Step 2: “Use SymPy!”

My first instinct was to use sympy, a symbolic math library I used back in 2024 Day 13. (See also my article: Python SymPy to Solve Linear Equations).

solution = sympy.solve(equations, variables)

The Problem: We have 10 lights (equations) but up to 13 buttons (variables). In Algebra, if you have more variables than equations, you have an under-determined system. Imagine a + b = 10. a could be 1 and b 9. Or a 99 and b = -89. There is no single answer! SymPy handles this by giving us a “parametric” solution: it says a = 10 - b. It solves in terms of the extra variables. To find the minimum total presses, we would have to test values for these 3 “free” variables. Since the inputs are large, the search space for these 3 variables could be millions of combinations. Searching this “solution space” effectively devolves back into brute-force, which is what we wanted to avoid!

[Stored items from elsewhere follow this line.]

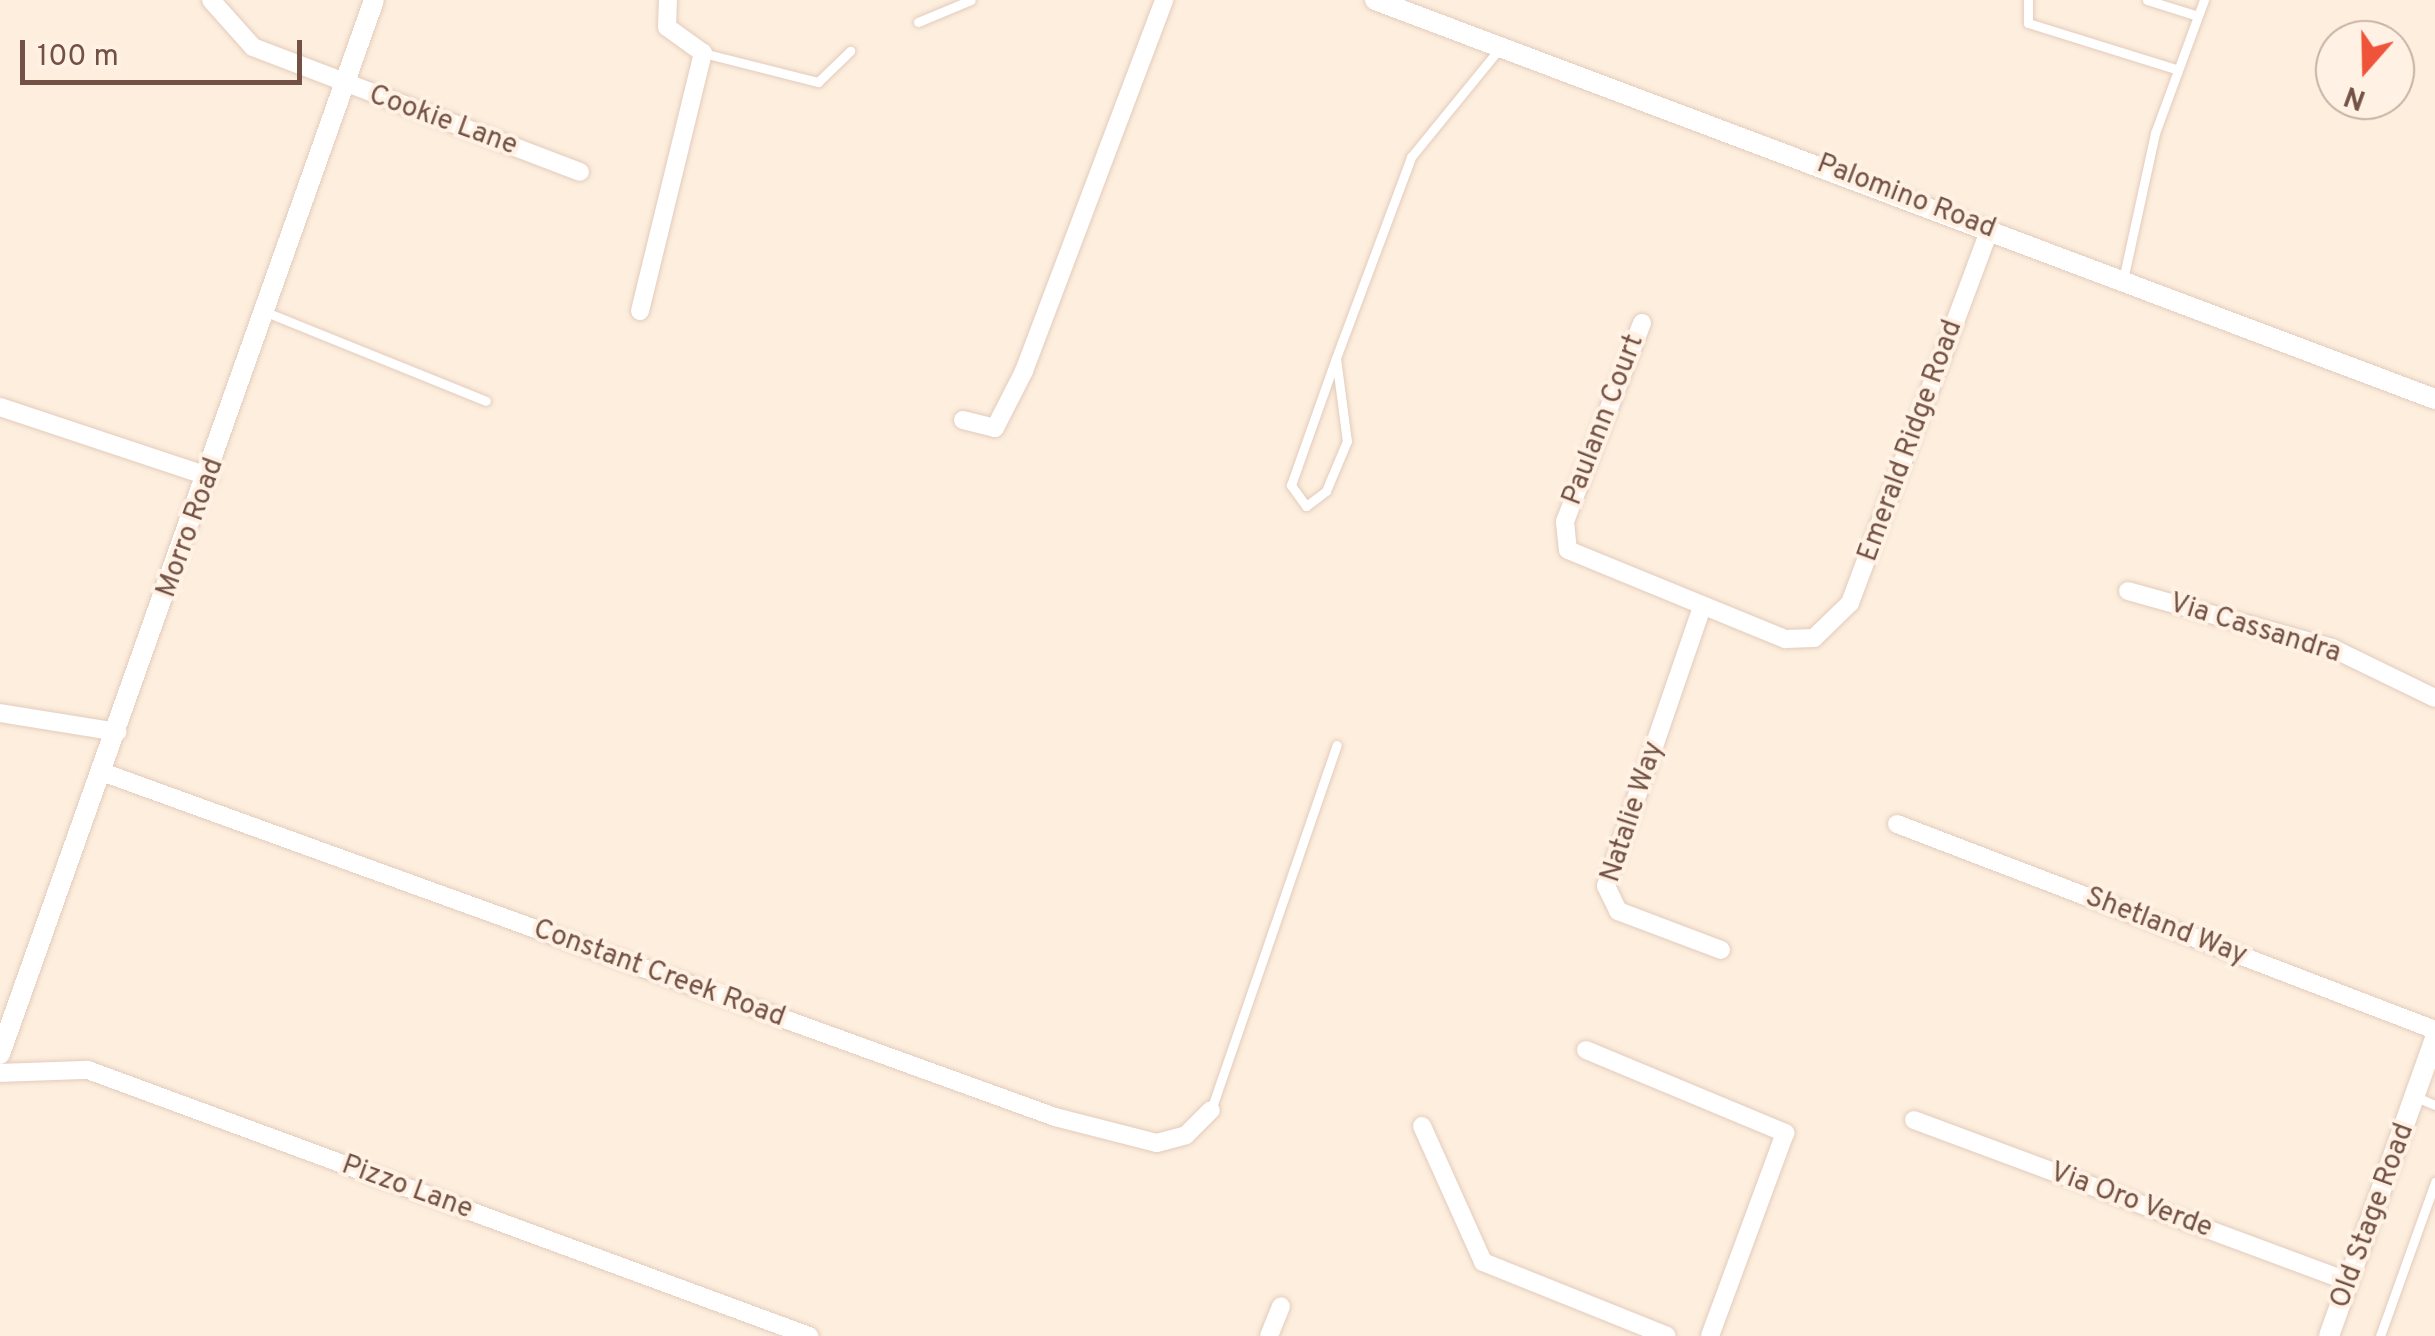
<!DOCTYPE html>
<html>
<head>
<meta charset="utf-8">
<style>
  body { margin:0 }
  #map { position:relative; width:2435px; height:1336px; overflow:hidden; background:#fdeedd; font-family:Overpass,sans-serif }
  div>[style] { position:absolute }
  .roads { filter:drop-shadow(0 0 2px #e3cbbc) drop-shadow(0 0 2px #e3cbbc) }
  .service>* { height:9px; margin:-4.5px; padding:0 4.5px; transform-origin:4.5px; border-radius:4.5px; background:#fff }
  .minor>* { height:18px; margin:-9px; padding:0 9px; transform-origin:9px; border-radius:9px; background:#fff }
  .tertiary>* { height:20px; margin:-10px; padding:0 10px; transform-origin:10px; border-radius:10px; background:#fff }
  span { translate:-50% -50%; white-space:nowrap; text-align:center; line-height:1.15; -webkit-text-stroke:8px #fff2e4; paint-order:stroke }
  .street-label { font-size:28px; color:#735245 }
  .north { position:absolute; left:2315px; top:20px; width:100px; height:100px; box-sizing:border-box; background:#fff2e4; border:2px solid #c7b2a4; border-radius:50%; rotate:200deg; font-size:28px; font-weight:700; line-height:40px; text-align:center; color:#735245 }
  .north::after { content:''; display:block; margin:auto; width:35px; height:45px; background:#ef543a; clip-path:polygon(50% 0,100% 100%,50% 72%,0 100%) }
  .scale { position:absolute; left:20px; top:40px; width:282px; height:45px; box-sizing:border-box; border:5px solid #735245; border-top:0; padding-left:12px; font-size:30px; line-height:35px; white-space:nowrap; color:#735245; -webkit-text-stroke:8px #fff2e4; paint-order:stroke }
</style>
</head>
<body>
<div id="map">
  <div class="roads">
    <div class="service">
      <div style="left:2028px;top:0;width:23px;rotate:90deg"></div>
      <div style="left:2028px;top:23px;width:155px;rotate:17.3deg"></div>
      <div style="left:2147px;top:0;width:53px;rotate:17.4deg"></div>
      <div style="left:918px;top:22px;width:57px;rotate:-22.5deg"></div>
      <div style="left:703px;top:53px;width:119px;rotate:14.2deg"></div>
      <div style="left:818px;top:82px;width:45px;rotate:-44.1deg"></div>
      <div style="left:2123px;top:280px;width:150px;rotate:-77.7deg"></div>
      <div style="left:2155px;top:133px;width:142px;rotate:-69.8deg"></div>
      <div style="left:266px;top:312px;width:237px;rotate:22deg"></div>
      <div style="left:1336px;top:358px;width:84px;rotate:82.5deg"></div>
      <div style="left:1347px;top:441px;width:54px;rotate:112.8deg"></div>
      <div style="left:1326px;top:491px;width:25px;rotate:143deg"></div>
      <div style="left:1306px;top:506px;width:26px;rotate:-126deg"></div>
      <div style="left:1291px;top:485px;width:135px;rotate:-70.5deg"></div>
      <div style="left:1336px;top:358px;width:215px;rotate:-69.5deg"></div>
      <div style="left:1411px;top:157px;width:141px;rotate:-50.8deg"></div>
      <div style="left:2416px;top:1097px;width:21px;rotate:23deg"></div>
      <div style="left:1211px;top:1110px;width:386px;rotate:-71deg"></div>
      <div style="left:2380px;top:1336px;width:164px;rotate:-70.3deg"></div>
    </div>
    <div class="minor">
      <div style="left:211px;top:0;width:63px;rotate:48.2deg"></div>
      <div style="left:253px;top:47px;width:350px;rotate:20.9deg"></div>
      <div style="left:640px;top:311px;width:266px;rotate:-76.3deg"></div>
      <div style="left:703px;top:53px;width:44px;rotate:-144.2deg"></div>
      <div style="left:667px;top:27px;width:27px;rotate:-88deg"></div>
      <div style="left:1642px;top:323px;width:213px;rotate:111.2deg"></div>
      <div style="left:1565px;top:522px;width:28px;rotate:84deg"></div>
      <div style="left:1568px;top:550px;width:235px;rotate:22.3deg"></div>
      <div style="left:1785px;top:639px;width:29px;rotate:-2deg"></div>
      <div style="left:1814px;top:638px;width:50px;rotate:-44.2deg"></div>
      <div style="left:1850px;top:603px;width:399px;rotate:-69.5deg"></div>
      <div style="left:0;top:407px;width:221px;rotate:18.4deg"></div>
      <div style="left:963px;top:420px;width:33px;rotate:14deg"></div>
      <div style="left:995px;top:428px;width:64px;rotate:-63deg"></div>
      <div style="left:1024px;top:371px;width:397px;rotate:-69.3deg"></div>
      <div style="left:2128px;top:591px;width:212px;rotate:15.6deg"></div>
      <div style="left:2332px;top:648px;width:114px;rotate:25.9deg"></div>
      <div style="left:1702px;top:607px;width:295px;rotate:109deg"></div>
      <div style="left:1606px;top:886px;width:28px;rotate:64deg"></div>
      <div style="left:1618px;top:911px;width:110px;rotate:20.7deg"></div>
      <div style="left:0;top:713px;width:119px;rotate:9.2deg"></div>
      <div style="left:102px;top:772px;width:1014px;rotate:19.9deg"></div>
      <div style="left:1055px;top:1117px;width:105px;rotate:14.3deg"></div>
      <div style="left:1157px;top:1143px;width:30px;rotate:-15deg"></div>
      <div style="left:1186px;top:1135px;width:35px;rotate:-45deg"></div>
      <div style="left:1897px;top:824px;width:576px;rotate:20.95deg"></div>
      <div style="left:1586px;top:1050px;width:216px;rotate:22.6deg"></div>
      <div style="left:1785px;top:1133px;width:216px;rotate:110.3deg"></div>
      <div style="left:0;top:1073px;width:88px;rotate:-2deg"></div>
      <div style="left:88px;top:1070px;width:769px;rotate:20.25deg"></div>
      <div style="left:1914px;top:1120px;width:464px;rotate:20.4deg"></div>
      <div style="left:1422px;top:1126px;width:149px;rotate:65.8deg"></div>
      <div style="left:1483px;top:1262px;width:198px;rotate:21.9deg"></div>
      <div style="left:1269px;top:1336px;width:32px;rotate:-68deg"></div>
    </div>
    <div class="tertiary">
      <div style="left:1375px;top:0;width:1133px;rotate:20.63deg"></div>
      <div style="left:0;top:1054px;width:1118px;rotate:-70.46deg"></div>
      <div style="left:2329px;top:1336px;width:315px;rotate:-70.4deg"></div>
    </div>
  </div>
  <div class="street-label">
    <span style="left:443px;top:121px;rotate:20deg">Cookie Lane</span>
    <span style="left:1906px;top:197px;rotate:21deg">Palomino Road</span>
    <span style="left:1604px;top:420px;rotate:-69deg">Paulann Court</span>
    <span style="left:1911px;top:441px;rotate:-70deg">Emerald Ridge Road</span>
    <span style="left:191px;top:528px;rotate:-70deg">Morro Road</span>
    <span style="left:2255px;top:629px;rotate:17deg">Via Cassandra</span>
    <span style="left:1633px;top:812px;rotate:-72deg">Natalie Way</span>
    <span style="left:2166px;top:927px;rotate:21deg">Shetland Way</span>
    <span style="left:659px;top:974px;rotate:20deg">Constant Creek Road</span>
    <span style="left:407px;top:1188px;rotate:20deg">Pizzo Lane</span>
    <span style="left:2131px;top:1201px;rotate:20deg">Via Oro Verde</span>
    <span style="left:2373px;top:1216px;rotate:-70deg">Old Stage Road</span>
  </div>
  <div class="north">N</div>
  <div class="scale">100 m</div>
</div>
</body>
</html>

Step 3: “Minimal Integer Solution

The puzzle gives us a great hint by explicitly saying that we can only have integer numbers of button presses. I mean, why say that when it’s so obvious? Well, saying it helped me with journey of discovery! We need a minimal integer solution. A bit of Internet research that combines “minimal integer” alongside “linear algebra” and “sympy” led me to Integer Linear Programming (ILP). I.e. a method of finding the minimal integer solution to a system of linear equations.

We need to:

Step 4: Scipy to the Rescue

How to do this in Python? Well, scipy is the go-to library for this kind of thing. I decided to use scipy.optimize.milp (Mixed-Integer Linear Programming). This library has high-performance solvers designed exactly for this.

Matrix Construction

We build a binary matrix A where rows are lights and columns are buttons.

# A[i][j] = 1 if Button j affects Light i
A = np.zeros((self.num_lights, num_buttons))
for j, indices in enumerate(self.button_indices):
    for i in indices:
        A[i, j] = 1

We then set up the constraints. Note that milp generally solves for bounds constraints (lb <= Ax <= ub), so for exact equality (Ax = b), we set both bounds to b.

from scipy.optimize import milp, LinearConstraint, Bounds

# Constraints: Ax = b
constraints = LinearConstraint(A, b, b)

# Integrality: 1 = Integer, 0 = Continuous
integrality = np.ones(num_buttons)

# Solve
res = milp(c=np.ones(num_buttons), constraints=constraints, integrality=integrality)

A Final Gotcha: Floating Point

Even “Integer” solvers often work in floating point math internally. The solver might return 4.99999999 for 5 presses. If we just cast this: int(4.99999) becomes 4 (Wrong!). So we must round first:

solution = np.round(res.x).astype(int)

Results

This approach was blindingly fast compared to searching through SymPy’s parametric solutions.